> _PROBLEM STATEMENT_: Make an exact copy of all the records that follow, apart from the pictures.

-- AVAILABLE DATA follows --

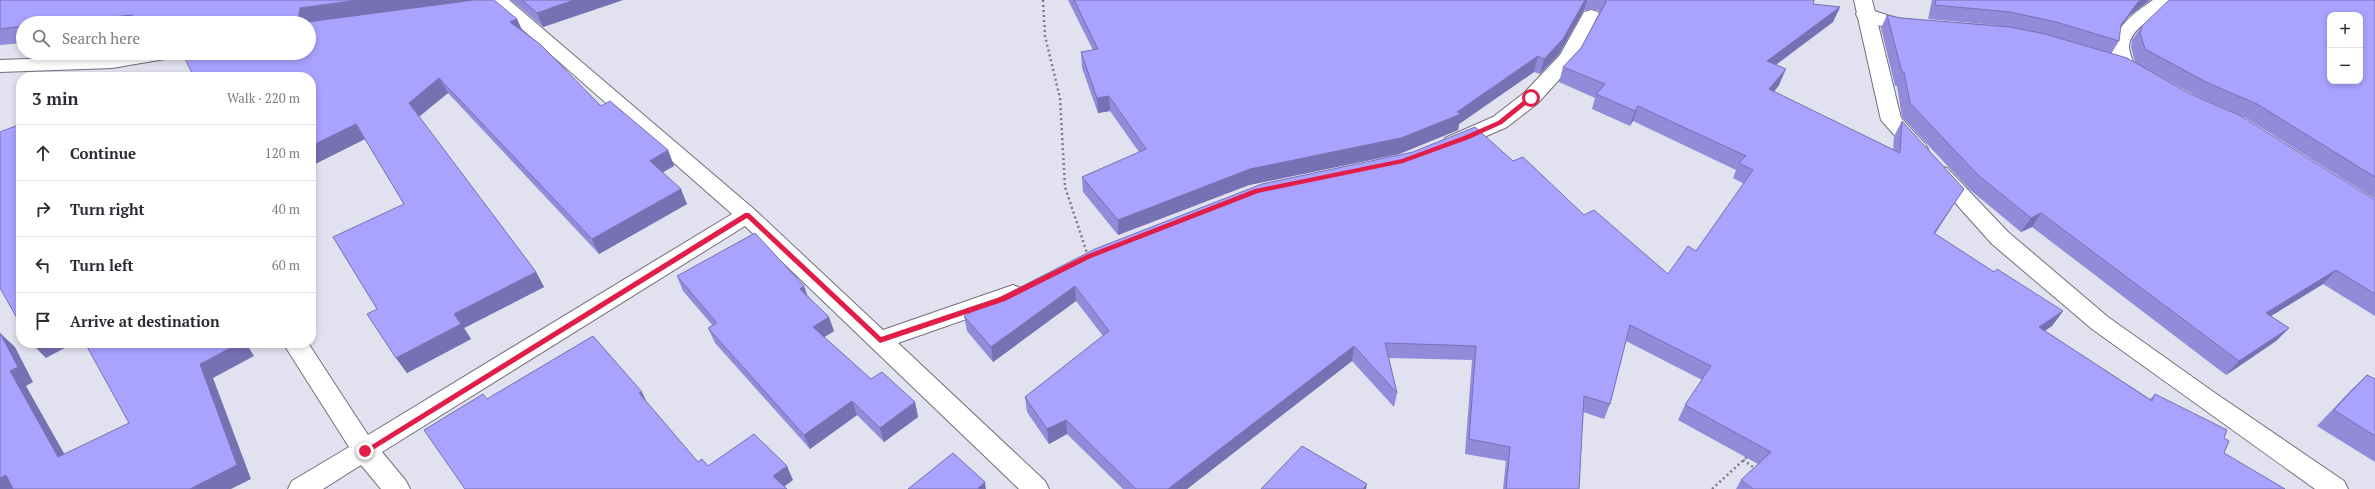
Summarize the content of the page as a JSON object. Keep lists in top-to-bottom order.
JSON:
{
  "page": {
    "map_buttons": ["+", "−"],
    "search": "Search here",
    "heading": ["3 min", "Walk · 220 m"],
    "list": [
      ["Continue", "120 m"],
      ["Turn right", "40 m"],
      ["Turn left", "60 m"],
      "Arrive at destination"
    ]
  }
}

-- AVAILABLE DATA concluded --

> _ANSWER_:
Summarize the content of the page as a JSON object. Keep lists in top-to-bottom order.
JSON:
{
  "page": {
    "map_buttons": ["+", "−"],
    "search": "Search here",
    "heading": ["3 min", "Walk · 220 m"],
    "list": [
      ["Continue", "120 m"],
      ["Turn right", "40 m"],
      ["Turn left", "60 m"],
      "Arrive at destination"
    ]
  }
}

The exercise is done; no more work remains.